EXERCISE REQUIREMENTS:
This exercise calls for copying every line below that holds the word "Moreno".

Records from a data source:
----
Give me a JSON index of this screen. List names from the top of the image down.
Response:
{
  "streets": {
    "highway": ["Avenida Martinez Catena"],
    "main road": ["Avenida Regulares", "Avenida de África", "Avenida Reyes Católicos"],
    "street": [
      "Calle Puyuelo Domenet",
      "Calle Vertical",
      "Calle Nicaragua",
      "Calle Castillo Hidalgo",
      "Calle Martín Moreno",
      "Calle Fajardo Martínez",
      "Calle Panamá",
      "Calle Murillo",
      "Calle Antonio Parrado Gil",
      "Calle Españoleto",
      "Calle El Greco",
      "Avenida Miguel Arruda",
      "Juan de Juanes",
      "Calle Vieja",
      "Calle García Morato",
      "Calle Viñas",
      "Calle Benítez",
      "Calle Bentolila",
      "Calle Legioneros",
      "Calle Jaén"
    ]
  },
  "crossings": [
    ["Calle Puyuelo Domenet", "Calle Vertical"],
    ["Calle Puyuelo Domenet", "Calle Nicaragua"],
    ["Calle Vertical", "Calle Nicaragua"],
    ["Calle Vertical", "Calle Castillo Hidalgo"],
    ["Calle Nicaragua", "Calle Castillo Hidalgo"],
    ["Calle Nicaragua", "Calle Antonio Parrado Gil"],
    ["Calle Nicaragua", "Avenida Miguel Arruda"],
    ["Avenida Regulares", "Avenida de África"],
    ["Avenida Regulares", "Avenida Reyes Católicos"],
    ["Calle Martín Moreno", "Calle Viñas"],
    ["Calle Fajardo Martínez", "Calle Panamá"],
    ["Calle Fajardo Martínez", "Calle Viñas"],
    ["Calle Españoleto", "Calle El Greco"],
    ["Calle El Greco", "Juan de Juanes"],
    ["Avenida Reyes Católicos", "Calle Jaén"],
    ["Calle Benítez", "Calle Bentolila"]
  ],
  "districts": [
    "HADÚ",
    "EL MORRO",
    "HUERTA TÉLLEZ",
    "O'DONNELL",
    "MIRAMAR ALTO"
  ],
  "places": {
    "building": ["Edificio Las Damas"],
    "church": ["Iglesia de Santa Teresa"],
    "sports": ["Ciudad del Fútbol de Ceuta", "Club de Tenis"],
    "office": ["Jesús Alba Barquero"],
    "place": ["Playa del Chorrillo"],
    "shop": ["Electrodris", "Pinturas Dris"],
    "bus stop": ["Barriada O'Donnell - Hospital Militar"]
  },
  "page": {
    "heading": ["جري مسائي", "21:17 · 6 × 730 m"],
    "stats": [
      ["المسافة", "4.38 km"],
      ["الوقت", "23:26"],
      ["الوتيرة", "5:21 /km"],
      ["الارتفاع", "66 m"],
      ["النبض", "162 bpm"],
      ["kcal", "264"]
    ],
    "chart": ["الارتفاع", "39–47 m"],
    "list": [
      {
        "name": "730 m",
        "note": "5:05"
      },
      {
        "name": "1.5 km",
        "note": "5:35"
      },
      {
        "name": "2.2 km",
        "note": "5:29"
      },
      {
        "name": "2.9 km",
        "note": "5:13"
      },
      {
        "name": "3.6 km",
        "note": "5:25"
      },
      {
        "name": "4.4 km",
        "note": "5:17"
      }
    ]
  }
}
----
EXERCISE RESPONSE:
      "Calle Martín Moreno",
    ["Calle Martín Moreno", "Calle Viñas"],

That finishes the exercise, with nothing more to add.